Görüntülediğiniz mahkeme kararı kesinleşmiş bir karardır.

T.C. SAKARYA BÖLGE ADLİYE MAHKEMESİ 7. HUKUK DAİRESİ
T.C.
SAKARYA
BÖLGE ADLİYE MAHKEMESİ
7. HUKUK DAİRESİ

DOSYA NO : 2022/240
KARAR NO : 2022/401

T Ü R K M İ L L E T İ A D I N A
İ S T İ N A F K A R A R I

BAŞKAN : … (…)
ÜYE : … (…)
ÜYE : … (…)
KATİP : … (…)

İNCELENEN KARARIN
MAHKEMESİ :KOCAELİ 1. ASLİYE TİCARET MAHKEMESİ
TARİHİ :11/02/2021
NUMARASI :2021/86 Esas – 2021/97 Karar

DAVACI :… –
VEKİLİ :Av. … –
DAVALI :… –
VEKİLİ :Av. … –
DAVANIN KONUSU :Tazminat (Sigorta Ödemesine Dayanan Rücuen)
DAVA TARİHİ :20/10/2020

KARAR TARİHİ :21/02/2022
KR. YAZIM TARİHİ :18/03/2022

İstinaf incelemesi için dairemize gönderilen dosyanın ilk incelemesi tamamlanmış olmakla HMK’nın 353. ve 356. maddeleri gereğince; dosya içeriğine ve kararın niteliğine göre sonuca etkili olmadığından duruşma yapılmasına gerek görülmeden dosya üzerinden yapılan inceleme sonucunda;
GEREĞİ DÜŞÜNÜLDÜ:
TARAFLARIN İDDİA VE SAVUNMALARININ ÖZETİ:
Davacı vekili dava dilekçesinde özetle; müvekkili sigorta şirketi tarafından 101711705-272 nolu Nakliyat Emtea Blok Sigorta Poliçesi ile sigortalı Yıldız Cam San. ve Tic.
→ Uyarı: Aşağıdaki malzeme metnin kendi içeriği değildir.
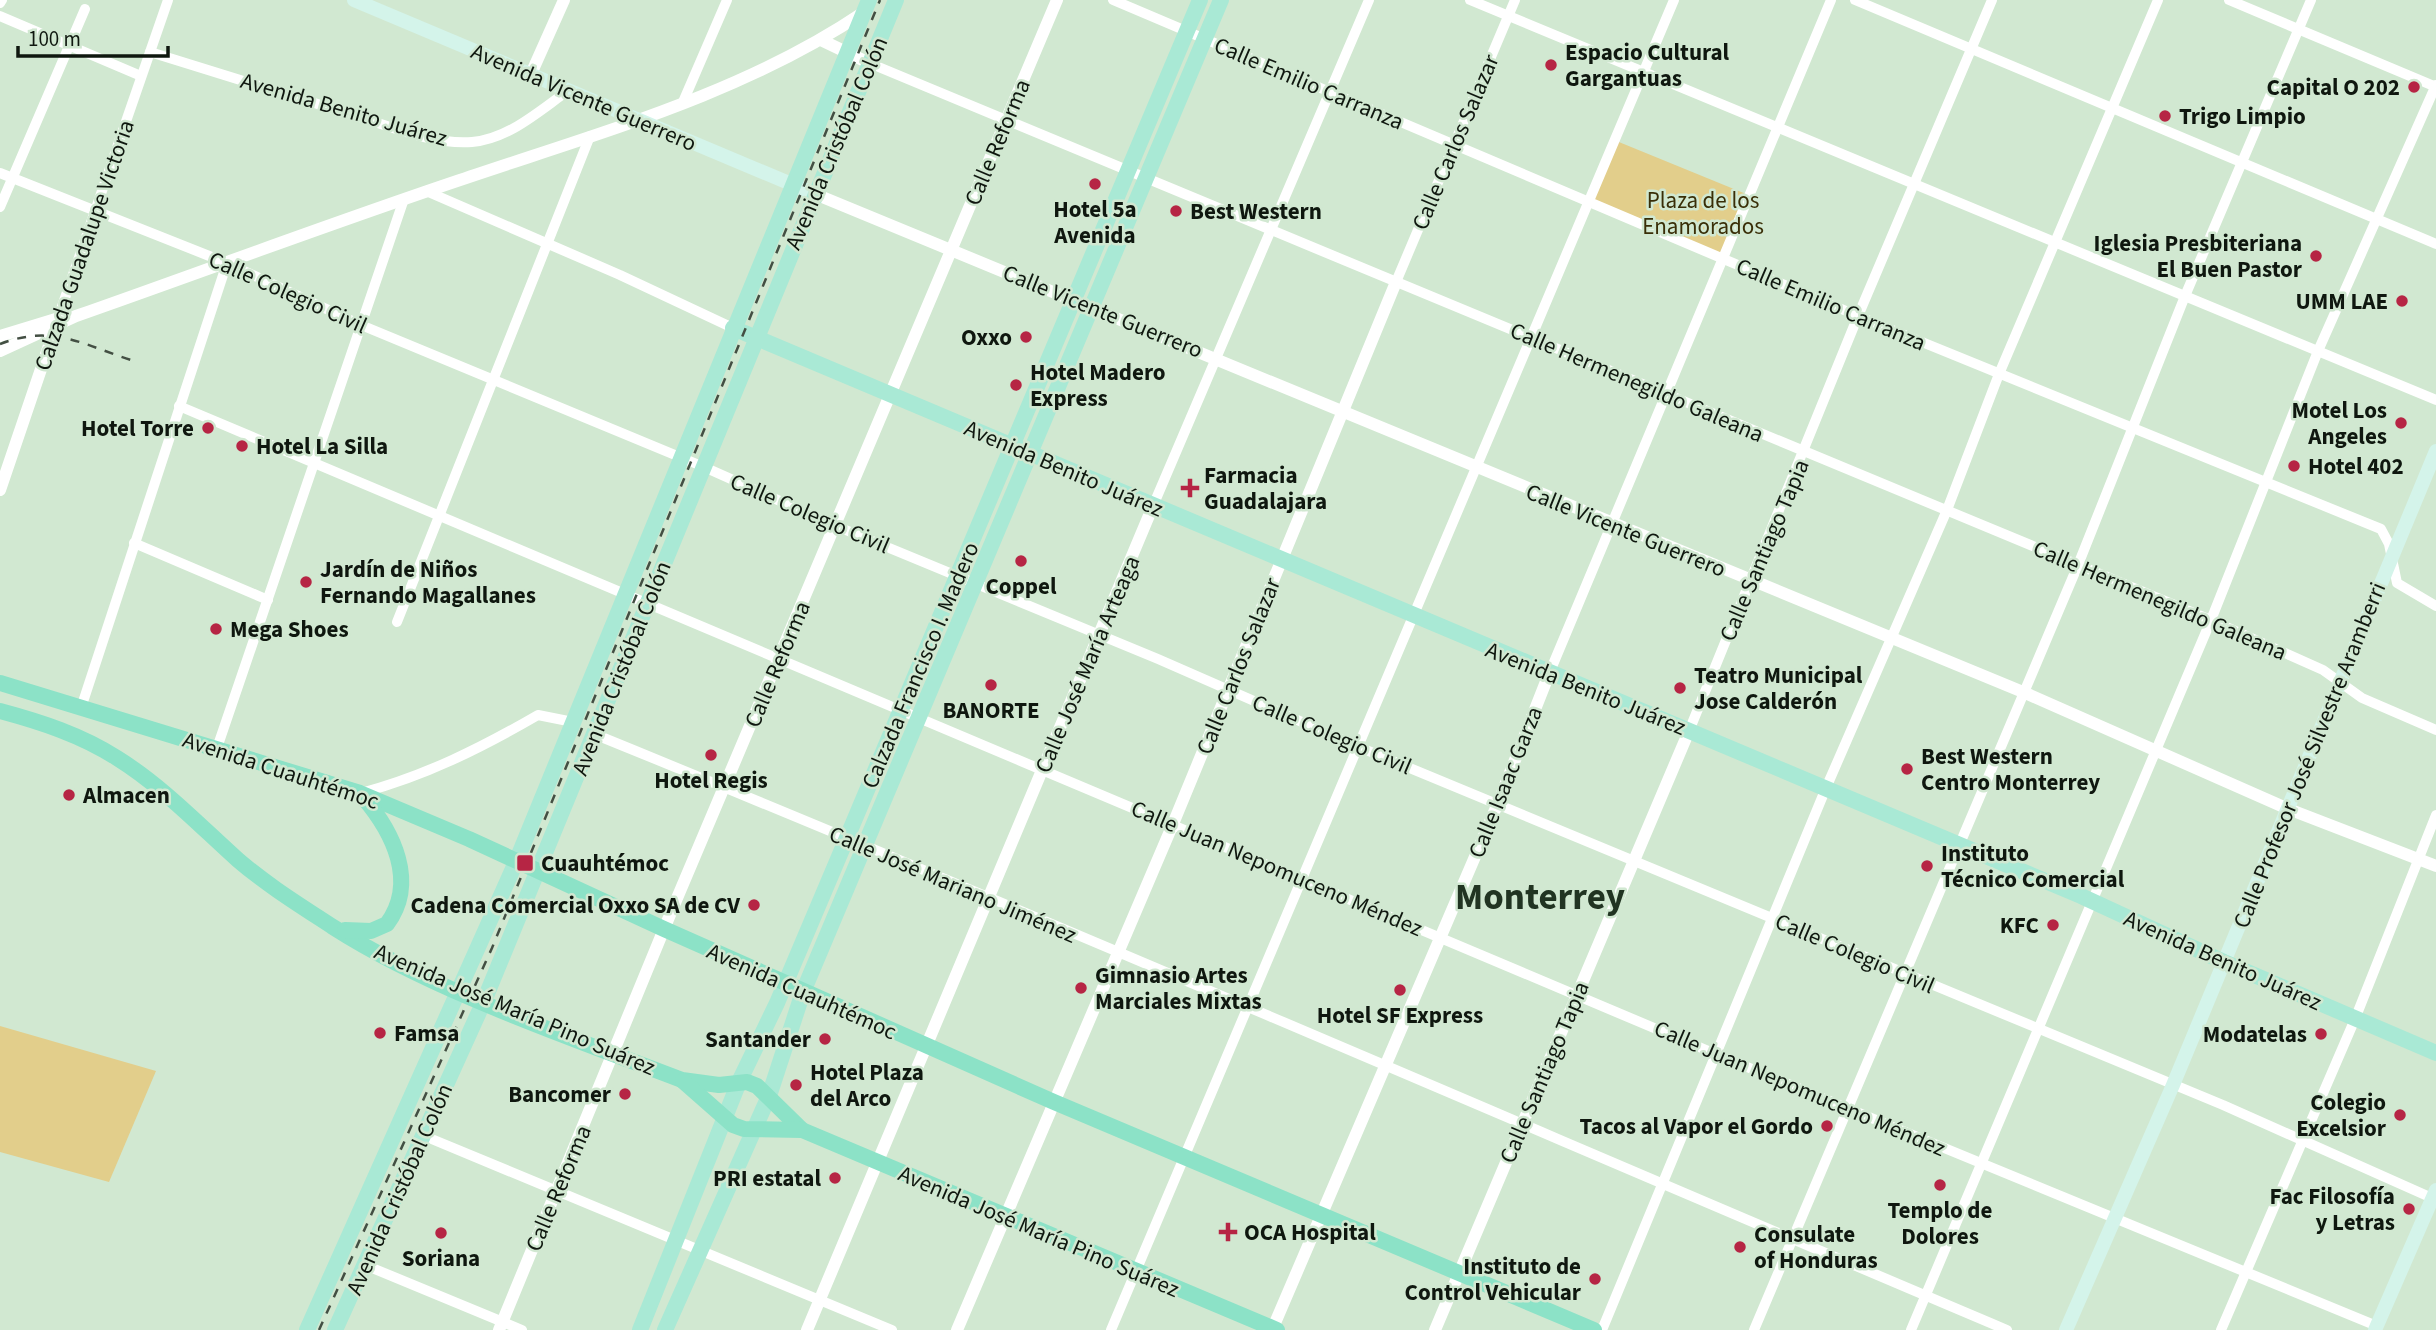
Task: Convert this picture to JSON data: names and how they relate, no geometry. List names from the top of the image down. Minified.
{"streets":{"highway":["Avenida Cuauhtémoc","Avenida José María Pino Suárez"],"main road":["Avenida Vicente Guerrero","Avenida Benito Juárez","Avenida Cristóbal Colón","Calzada Francisco I. Madero","Calle Profesor José Silvestre Aramberri"],"street":["Calle Emilio Carranza","Calle Reforma","Calle Carlos Salazar","Calzada Guadalupe Victoria","Calle Colegio Civil","Calle Vicente Guerrero","Calle Hermenegildo Galeana","Calle Santiago Tapia","Calle José María Arteaga","Calle Isaac Garza","Calle Juan Nepomuceno Méndez","Calle José Mariano Jiménez"]},"crossings":[["Calle Emilio Carranza","Calle Carlos Salazar"],["Calle Emilio Carranza","Calle Santiago Tapia"],["Calle Emilio Carranza","Calle José María Arteaga"],["Calle Emilio Carranza","Calzada Francisco I. Madero"],["Calle Emilio Carranza","Calle Profesor José Silvestre Aramberri"],["Calle Emilio Carranza","Calle Isaac Garza"],["Avenida Vicente Guerrero","Avenida Benito Juárez"],["Avenida Vicente Guerrero","Avenida Cristóbal Colón"],["Avenida Vicente Guerrero","Calle Vicente Guerrero"],["Avenida Benito Juárez","Calle Reforma"],["Avenida Benito Juárez","Calle Carlos Salazar"],["Avenida Benito Juárez","Avenida Cristóbal Colón"],["Avenida Benito Juárez","Calzada Guadalupe Victoria"],["Avenida Benito Juárez","Calle Santiago Tapia"],["Avenida Benito Juárez","Calle José María Arteaga"],["Avenida Benito Juárez","Calzada Francisco I. Madero"],["Avenida Benito Juárez","Calle Profesor José Silvestre Aramberri"],["Avenida Benito Juárez","Calle Isaac Garza"],["Calle Reforma","Calle Colegio Civil"],["Calle Reforma","Calle Vicente Guerrero"],["Calle Reforma","Calle Hermenegildo Galeana"],["Calle Reforma","Avenida Cuauhtémoc"],["Calle Reforma","Calle Juan Nepomuceno Méndez"],["Calle Reforma","Calle José Mariano Jiménez"],["Calle Reforma","Avenida José María Pino Suárez"],["Calle Carlos Salazar","Calle Colegio Civil"],["Calle Carlos Salazar","Calle Vicente Guerrero"],["Calle Carlos Salazar","Calle Hermenegildo Galeana"],["Calle Carlos Salazar","Avenida Cuauhtémoc"],["Calle Carlos Salazar","Calle Juan Nepomuceno Méndez"],["Calle Carlos Salazar","Calle José Mariano Jiménez"],["Calle Carlos Salazar","Avenida José María Pino Suárez"],["Avenida Cristóbal Colón","Calle Colegio Civil"],["Avenida Cristóbal Colón","Calle Vicente Guerrero"],["Avenida Cristóbal Colón","Calle Hermenegildo Galeana"],["Avenida Cristóbal Colón","Avenida Cuauhtémoc"],["Avenida Cristóbal Colón","Calle Juan Nepomuceno Méndez"],["Avenida Cristóbal Colón","Calle José Mariano Jiménez"],["Avenida Cristóbal Colón","Avenida José María Pino Suárez"],["Calzada Guadalupe Victoria","Calle Colegio Civil"],["Calle Colegio Civil","Calle Santiago Tapia"],["Calle Colegio Civil","Calle José María Arteaga"],["Calle Colegio Civil","Calzada Francisco I. Madero"],["Calle Colegio Civil","Calle Profesor José Silvestre Aramberri"],["Calle Colegio Civil","Calle Isaac Garza"],["Calle Vicente Guerrero","Calle Santiago Tapia"],["Calle Vicente Guerrero","Calle José María Arteaga"],["Calle Vicente Guerrero","Calzada Francisco I. Madero"],["Calle Vicente Guerrero","Calle Profesor José Silvestre Aramberri"],["Calle Vicente Guerrero","Calle Isaac Garza"],["Calle Hermenegildo Galeana","Calle Santiago Tapia"],["Calle Hermenegildo Galeana","Calle José María Arteaga"],["Calle Hermenegildo Galeana","Calzada Francisco I. Madero"],["Calle Hermenegildo Galeana","Calle Profesor José Silvestre Aramberri"],["Calle Hermenegildo Galeana","Calle Isaac Garza"],["Calle Santiago Tapia","Avenida Cuauhtémoc"],["Calle Santiago Tapia","Calle Juan Nepomuceno Méndez"],["Calle Santiago Tapia","Calle José Mariano Jiménez"],["Calle José María Arteaga","Avenida Cuauhtémoc"],["Calle José María Arteaga","Calle Juan Nepomuceno Méndez"],["Calle José María Arteaga","Calle José Mariano Jiménez"],["Calle José María Arteaga","Avenida José María Pino Suárez"],["Calzada Francisco I. Madero","Avenida Cuauhtémoc"],["Calzada Francisco I. Madero","Calle Juan Nepomuceno Méndez"],["Calzada Francisco I. Madero","Calle José Mariano Jiménez"],["Calzada Francisco I. Madero","Avenida José María Pino Suárez"],["Calle Profesor José Silvestre Aramberri","Calle Juan Nepomuceno Méndez"],["Avenida Cuauhtémoc","Calle Isaac Garza"],["Calle Isaac Garza","Calle Juan Nepomuceno Méndez"],["Calle Isaac Garza","Calle José Mariano Jiménez"],["Calle Isaac Garza","Avenida José María Pino Suárez"]],"districts":["Monterrey"],"parks":["Plaza de los Enamorados"],"places":{"other":["Espacio Cultural Gargantuas","Capital O 202","Trigo Limpio","Hotel 5a Avenida","Best Western","Iglesia Presbiteriana El Buen Pastor","UMM LAE","Oxxo","Hotel Madero Express","Motel Los Angeles","Hotel Torre","Hotel La Silla","Hotel 402","Coppel","Jardín de Niños Fernando Magallanes","Mega Shoes","BANORTE","Teatro Municipal Jose Calderón","Hotel Regis","Best Western Centro Monterrey","Almacen","Instituto Técnico Comercial","Cadena Comercial Oxxo SA de CV","KFC","Gimnasio Artes Marciales Mixtas","Hotel SF Express","Famsa","Modatelas","Santander","Hotel Plaza del Arco","Bancomer","Colegio Excelsior","Tacos al Vapor el Gordo","PRI estatal","Templo de Dolores","Fac Filosofía y Letras","Soriana","Consulate of Honduras","Instituto de Control Vehicular"],"health":["Farmacia Guadalajara","OCA Hospital"],"transit":["Cuauhtémoc"]},"scale_bar":"100 m"}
A.Ş. tarafından Belçika da yerleşik AGC Glass Europe Sales NV/SA adlı firmadan 07/02/2020 tarihinde satın alınan 40 paket emtea 5 adet 20’lik open konteyner içerisinde 14/02/2020 tarihinde Belçika’dan deniz taşımasını yapan davalı Sealand Europe A/2’ye izafeten …. tarafın Maersk Kobe adlı gemi ile deniz taşıması yapıldığını, davalı Yılport Konteyner Terminali ve Liman İşletmeleri A.Ş.’nin Yılport Limanına tahliye edilerek limandan da davalı Enfa Ağır Nakliyat İnş. San. ve Tic. Ltd. Şti. tarafından tırlarla sigortalının Kartepe/Kocaeli fabrika deposuna 05/03/2020 tarihinde taşınmasının yapılması sırasında konteynerlerin tahliyesi esnasında SUDU283656/0 nolu konteynerlerdeki cam emteanın hasarlandığının tespit edildiğini, işbu nakliye sonunda davalı tarafların %100 kusuru ve sorumluluğu ile emteanın hasara uğradığını, yapılan inceleler ve eksper raporuna göre müvekkil sigorta şirketinde açılan 101711705 0272 hasar nolu dosya açılara işbu dosya üzerinden sigortalıya 01/04/2020 tarihinde 50.502,60-TL hasar ödemesinin yapıldığını, taraflar ile arabuluculuk görüşmelerinin yapıldığını ancak bir anlaşmanın sağlanamadığını, davalarının kabulü ile, 50.502,60-TL maddi tazminatın ödeme tarihi olan 01/04/2020 tarihinden itibaren işleyecek T.C. Merkez Bankasının avans faizi ile birlikte davalılardan müştereken ve müteselsilen tahsili ile müvekkiline ödenmesine karar verilmesini talep ve dava etmiştir.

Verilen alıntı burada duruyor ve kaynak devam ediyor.